Re: Some regular-expression performance hacking - Mailing list pgsql-hackers

From Joel Jacobson
Subject Re: Some regular-expression performance hacking
Date
Msg-id d8899c66-5492-43e9-8eff-a07d1d593ad0@www.fastmail.com
Whole thread Raw
In response to Re: Some regular-expression performance hacking  (Tom Lane <tgl@sss.pgh.pa.us>)
Responses Re: Some regular-expression performance hacking
Re: Some regular-expression performance hacking
List pgsql-hackers
On Thu, Feb 18, 2021, at 19:10, Tom Lane wrote:
"Joel Jacobson" <joel@compiler.org> writes:
>> I've produced a new dataset which now also includes the regex flags (if
>> any) used for each subject applied to a pattern.

Again, thanks for collecting this data!  I'm a little confused about
how you produced the results in the "tests" table, though.  It sort
of looks like you tried to feed the Javascript flags to regexp_match(),
which unsurprisingly doesn't work all that well.

That's exactly what I did.
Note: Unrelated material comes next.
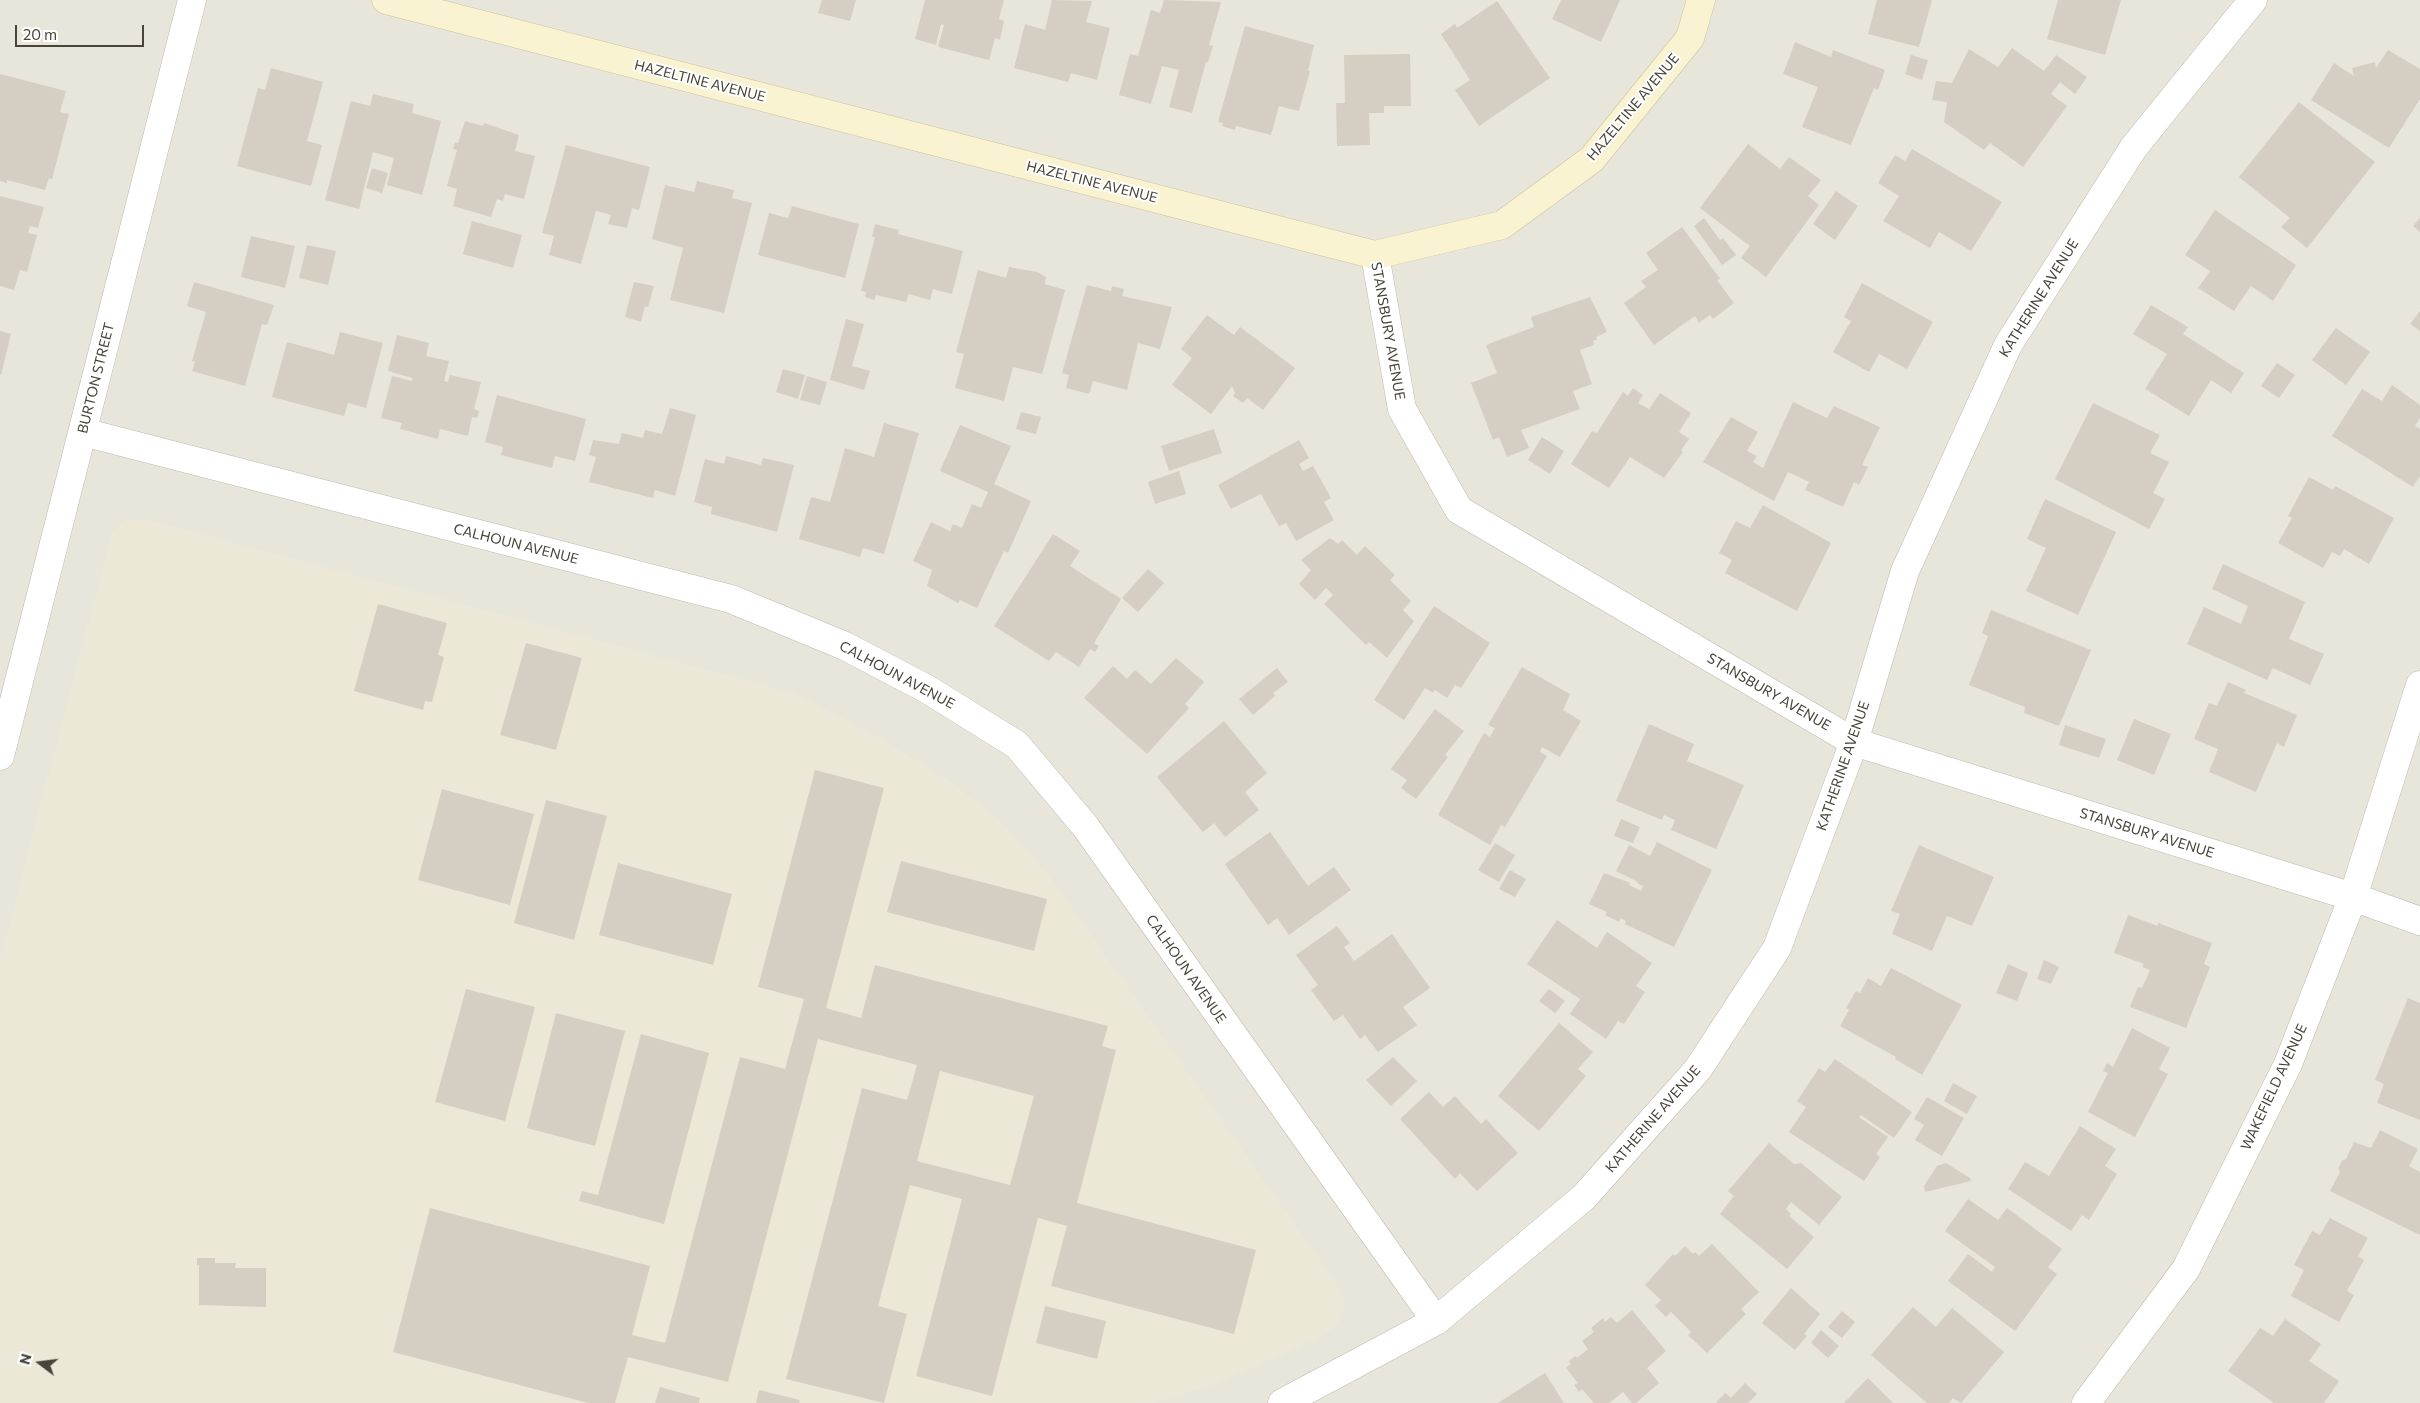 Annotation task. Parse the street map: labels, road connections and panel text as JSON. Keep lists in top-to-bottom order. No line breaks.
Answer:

Some of the flags work the same between Javascript and PostgreSQL, others don't.

I thought maybe something interesting would surface in just trying them blindly.

Flags that aren't supported and gives errors are reported as tests where error is not null.

Most patterns have no flags, and second most popular is just the "i" flag, which should work the same.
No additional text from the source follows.